Extract the opening line of the entries and every line after it, stopping at and including the line that contains "M 45,7 L 86,7 L 85,27 L 44,23 Z". Do not include pictures.

━━━ THE INPUT

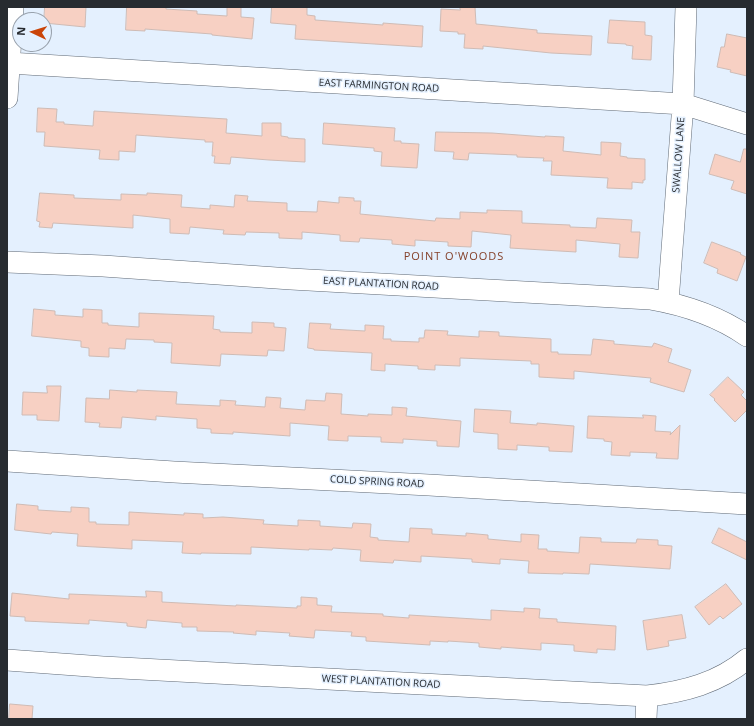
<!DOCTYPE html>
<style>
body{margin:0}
#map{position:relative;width:754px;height:726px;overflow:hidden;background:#e4f0fe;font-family:"Open Sans",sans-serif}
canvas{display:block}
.frame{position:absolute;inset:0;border:8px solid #272b30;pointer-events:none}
.north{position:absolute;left:12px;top:12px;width:40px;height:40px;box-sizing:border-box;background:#e4f0fe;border:1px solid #98a1ac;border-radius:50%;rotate:274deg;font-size:11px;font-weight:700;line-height:16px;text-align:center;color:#272b30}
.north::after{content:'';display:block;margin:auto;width:14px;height:18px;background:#ca4408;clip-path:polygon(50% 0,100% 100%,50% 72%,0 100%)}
</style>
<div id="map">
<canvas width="754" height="726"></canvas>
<div class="frame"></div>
<div class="north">N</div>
</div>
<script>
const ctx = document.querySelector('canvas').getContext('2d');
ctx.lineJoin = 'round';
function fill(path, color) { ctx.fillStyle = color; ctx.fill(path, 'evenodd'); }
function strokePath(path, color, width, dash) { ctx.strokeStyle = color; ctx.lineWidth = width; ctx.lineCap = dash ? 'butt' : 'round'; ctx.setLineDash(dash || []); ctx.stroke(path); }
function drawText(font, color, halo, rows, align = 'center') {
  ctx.font = font + ' "Open Sans",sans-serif'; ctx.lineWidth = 3; ctx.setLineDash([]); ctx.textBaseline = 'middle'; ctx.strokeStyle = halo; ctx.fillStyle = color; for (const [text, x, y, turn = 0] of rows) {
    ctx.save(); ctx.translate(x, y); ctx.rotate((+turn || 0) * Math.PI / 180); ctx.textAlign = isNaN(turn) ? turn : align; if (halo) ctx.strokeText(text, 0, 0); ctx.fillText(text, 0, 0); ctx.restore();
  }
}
const building = new Path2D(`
 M 45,7 L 86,7 L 85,27 L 44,23 Z
 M 127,7 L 166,7 L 166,9 L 197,11 L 197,14 L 227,16 L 227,7 L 241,7 L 241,17 L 254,18 L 252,39 L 212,35 L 212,34 L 145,29 L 145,31 L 126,30 Z
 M 272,7 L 307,7 L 307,15 L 315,16 L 315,20 L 383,25 L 383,23 L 423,26 L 422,47 L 295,39 L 296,25 L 271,23 Z
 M 460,7 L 475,7 L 476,24 L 537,30 L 537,33 L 592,36 L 591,55 L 551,53 L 483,46 L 483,49 L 464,48 L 465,34 L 458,34 L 458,32 L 440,31 L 441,9 L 460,10 Z
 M 610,20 L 645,22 L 645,35 L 652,36 L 651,60 L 632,59 L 633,46 L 626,45 L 626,44 L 608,43 Z
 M 727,34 L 747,38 L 747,76 L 730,72 L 731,70 L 717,67 L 721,47 L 724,47 Z
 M 38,108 L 57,109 L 56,122 L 64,122 L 64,124 L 93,126 L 94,111 L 227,119 L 226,133 L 262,136 L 262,123 L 281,123 L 281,136 L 288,137 L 288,138 L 305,139 L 305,162 L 269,160 L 231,157 L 230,164 L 214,163 L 215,156 L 212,156 L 213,142 L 205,142 L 205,140 L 136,135 L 135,152 L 119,151 L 119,160 L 99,159 L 100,150 L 44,146 L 45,132 L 37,132 Z
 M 324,123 L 395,128 L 394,141 L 401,141 L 401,143 L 419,144 L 417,168 L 381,166 L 382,152 L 374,151 L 374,148 L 323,144 Z
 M 436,132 L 492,133 L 545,137 L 545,136 L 564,137 L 563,151 L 601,155 L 601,142 L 621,143 L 620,156 L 627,157 L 627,158 L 645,159 L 645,180 L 643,180 L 643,183 L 632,182 L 632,189 L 607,188 L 608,178 L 551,175 L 552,161 L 543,161 L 544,158 L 517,157 L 517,155 L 469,153 L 468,160 L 453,159 L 454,152 L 435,151 Z
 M 744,149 L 747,149 L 747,194 L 731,189 L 734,181 L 709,174 L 715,154 L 740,162 Z
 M 40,193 L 74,195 L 74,198 L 121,200 L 121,194 L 147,195 L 147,193 L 182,195 L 181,207 L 210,209 L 210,205 L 234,207 L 235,195 L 248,196 L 247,201 L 287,203 L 287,211 L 317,212 L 318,201 L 339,203 L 339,197 L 354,198 L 354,201 L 361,201 L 360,214 L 435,221 L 436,218 L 460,219 L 460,212 L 487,213 L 487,210 L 522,211 L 522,223 L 570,225 L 570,227 L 596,228 L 597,218 L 632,220 L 631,232 L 640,232 L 638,258 L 619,257 L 620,244 L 576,240 L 576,252 L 510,248 L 511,235 L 472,231 L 471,247 L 448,246 L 448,242 L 415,240 L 415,246 L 392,244 L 392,240 L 360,238 L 359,242 L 340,241 L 340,235 L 302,232 L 302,239 L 279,238 L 279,233 L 246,232 L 245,235 L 223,234 L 224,230 L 190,227 L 189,234 L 170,233 L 170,219 L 133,215 L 133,228 L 53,223 L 52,228 L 39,227 L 40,222 L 37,221 Z
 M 712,242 L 741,253 L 740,254 L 746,257 L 737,281 L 717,273 L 718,269 L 704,263 Z
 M 34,309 L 55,311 L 55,315 L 83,317 L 83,309 L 102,310 L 102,323 L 108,323 L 108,325 L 139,327 L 139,313 L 214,316 L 213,329 L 220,330 L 220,332 L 252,333 L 252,322 L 274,323 L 274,327 L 286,328 L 284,351 L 268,350 L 267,356 L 221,354 L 220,366 L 171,363 L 172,343 L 154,342 L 154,340 L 126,339 L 125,349 L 109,348 L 109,357 L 89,356 L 89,348 L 81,347 L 81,341 L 32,336 Z
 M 310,323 L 331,324 L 330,329 L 365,331 L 365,325 L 384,326 L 383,339 L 391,339 L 391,341 L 419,342 L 419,338 L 424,338 L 425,330 L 448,331 L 447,335 L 479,337 L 479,331 L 499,332 L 499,336 L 551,339 L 551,352 L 558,352 L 558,354 L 591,355 L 593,339 L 614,341 L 614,344 L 652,347 L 654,343 L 672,349 L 668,362 L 691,370 L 684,392 L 650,382 L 651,378 L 574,371 L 574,379 L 539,377 L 539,364 L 531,364 L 531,361 L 460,358 L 460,366 L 435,365 L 435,370 L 418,369 L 418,366 L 385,364 L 385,371 L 371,370 L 372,353 L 314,350 L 314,349 L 308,348 Z
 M 728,377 L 744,392 L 741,395 L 747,401 L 747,410 L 735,422 L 714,400 L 715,399 L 710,395 Z
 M 47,386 L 61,386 L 59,421 L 37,420 L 37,415 L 22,415 L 23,392 L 47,393 Z
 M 110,390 L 137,392 L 137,390 L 177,392 L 176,404 L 220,406 L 220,400 L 236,401 L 235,405 L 265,407 L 266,397 L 281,398 L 280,408 L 305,410 L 306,400 L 325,401 L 326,393 L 342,394 L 341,414 L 368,416 L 368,414 L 392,415 L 392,407 L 407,408 L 406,416 L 461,421 L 459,447 L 437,446 L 437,441 L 403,439 L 403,443 L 381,442 L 381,437 L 348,436 L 348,441 L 328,440 L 329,426 L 290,423 L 290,436 L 233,432 L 233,434 L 211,433 L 211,429 L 197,428 L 197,419 L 156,416 L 156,420 L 122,417 L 121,428 L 99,427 L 100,423 L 85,422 L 86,398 L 109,399 Z
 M 475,409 L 511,411 L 510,423 L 537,425 L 537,423 L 574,426 L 572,452 L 549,451 L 549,447 L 517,445 L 517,450 L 498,449 L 498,434 L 474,432 Z
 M 643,415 L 656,416 L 655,431 L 671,432 L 670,435 L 680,425 L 678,459 L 656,458 L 657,453 L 630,452 L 630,456 L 611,455 L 612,442 L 604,441 L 604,439 L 587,438 L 588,416 L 643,418 Z
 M 17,504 L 38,506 L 38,510 L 71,512 L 71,507 L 89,508 L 89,522 L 96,522 L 96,524 L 129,525 L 129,512 L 184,515 L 184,513 L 203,514 L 203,518 L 223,517 L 264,520 L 263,524 L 298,526 L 298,520 L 320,521 L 320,526 L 352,528 L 353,523 L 371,524 L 370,537 L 378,538 L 378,540 L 409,542 L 410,528 L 432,529 L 432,534 L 466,536 L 466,533 L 488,535 L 488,539 L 521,542 L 521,534 L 539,535 L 538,549 L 547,549 L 547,551 L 579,553 L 580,537 L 601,538 L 601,542 L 636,543 L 637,539 L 658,540 L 658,545 L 672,546 L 670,569 L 590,564 L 589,574 L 563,573 L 563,574 L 528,573 L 529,561 L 500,559 L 500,564 L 472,562 L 472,559 L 421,556 L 421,562 L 394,560 L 393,563 L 360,561 L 361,550 L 333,548 L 332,550 L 309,549 L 309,550 L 251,547 L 251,554 L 201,553 L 201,554 L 182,553 L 183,542 L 132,540 L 132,549 L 77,546 L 78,534 L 52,532 L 51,534 L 15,530 Z
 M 719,528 L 747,542 L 747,560 L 712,543 Z
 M 726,584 L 742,604 L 723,619 L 720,616 L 709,625 L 695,607 Z
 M 146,591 L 162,592 L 162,602 L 236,606 L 236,605 L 297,608 L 297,606 L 301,606 L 301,597 L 317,598 L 317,605 L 332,606 L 331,612 L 383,614 L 383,616 L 409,618 L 409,615 L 491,620 L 491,610 L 524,612 L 524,608 L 540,609 L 539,618 L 557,619 L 557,622 L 616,626 L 615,650 L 597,649 L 597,653 L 574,651 L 574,645 L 541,643 L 541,650 L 501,647 L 501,649 L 479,647 L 479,643 L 448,641 L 448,642 L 430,641 L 430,645 L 366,641 L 366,637 L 351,636 L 352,632 L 315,630 L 314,638 L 289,636 L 290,633 L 256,631 L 256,635 L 233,633 L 234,632 L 197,631 L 197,627 L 182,627 L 182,623 L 147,620 L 146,628 L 127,626 L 127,623 L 89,620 L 89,624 L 25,621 L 25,617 L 10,616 L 12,593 L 69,599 L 69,594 L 146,597 Z
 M 682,615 L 686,638 L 668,641 L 669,646 L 647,650 L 643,621 Z
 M 10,704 L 33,706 L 32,719 L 9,719 Z`);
const minor = new Path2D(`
 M 9,63 L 683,104 L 747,124
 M 7,98 L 13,7
 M 7,262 L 103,266 L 291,279 L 650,299 C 685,305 718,316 747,336
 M 668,302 L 683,104 L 686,7
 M 7,461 L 174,472 L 429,485 L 747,504
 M 7,660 L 103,667 L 647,696 C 684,692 718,683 747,659
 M 646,719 L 647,696`);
const streetNames = [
 ["EAST FARMINGTON ROAD",379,86,3],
 ["SWALLOW LANE",679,155,-86],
 ["EAST PLANTATION ROAD",381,284,3],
 ["COLD SPRING ROAD",377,482,3],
 ["WEST PLANTATION ROAD",381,682,3]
];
const neighbourhoodNames = [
 ["POINT O'WOODS",454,257]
];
fill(building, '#f7d0c3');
strokePath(building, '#cebbb5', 1);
strokePath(minor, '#606a76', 22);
strokePath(minor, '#fff', 21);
drawText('10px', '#272b30', '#e4f0fe', streetNames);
ctx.letterSpacing = '1px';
drawText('11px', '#844029', '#e4f0fe', neighbourhoodNames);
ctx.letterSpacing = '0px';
</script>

━━━━━━

### [REPLY TO THE TASK]
<!DOCTYPE html>
<style>
body{margin:0}
#map{position:relative;width:754px;height:726px;overflow:hidden;background:#e4f0fe;font-family:"Open Sans",sans-serif}
canvas{display:block}
.frame{position:absolute;inset:0;border:8px solid #272b30;pointer-events:none}
.north{position:absolute;left:12px;top:12px;width:40px;height:40px;box-sizing:border-box;background:#e4f0fe;border:1px solid #98a1ac;border-radius:50%;rotate:274deg;font-size:11px;font-weight:700;line-height:16px;text-align:center;color:#272b30}
.north::after{content:'';display:block;margin:auto;width:14px;height:18px;background:#ca4408;clip-path:polygon(50% 0,100% 100%,50% 72%,0 100%)}
</style>
<div id="map">
<canvas width="754" height="726"></canvas>
<div class="frame"></div>
<div class="north">N</div>
</div>
<script>
const ctx = document.querySelector('canvas').getContext('2d');
ctx.lineJoin = 'round';
function fill(path, color) { ctx.fillStyle = color; ctx.fill(path, 'evenodd'); }
function strokePath(path, color, width, dash) { ctx.strokeStyle = color; ctx.lineWidth = width; ctx.lineCap = dash ? 'butt' : 'round'; ctx.setLineDash(dash || []); ctx.stroke(path); }
function drawText(font, color, halo, rows, align = 'center') {
  ctx.font = font + ' "Open Sans",sans-serif'; ctx.lineWidth = 3; ctx.setLineDash([]); ctx.textBaseline = 'middle'; ctx.strokeStyle = halo; ctx.fillStyle = color; for (const [text, x, y, turn = 0] of rows) {
    ctx.save(); ctx.translate(x, y); ctx.rotate((+turn || 0) * Math.PI / 180); ctx.textAlign = isNaN(turn) ? turn : align; if (halo) ctx.strokeText(text, 0, 0); ctx.fillText(text, 0, 0); ctx.restore();
  }
}
const building = new Path2D(`
 M 45,7 L 86,7 L 85,27 L 44,23 Z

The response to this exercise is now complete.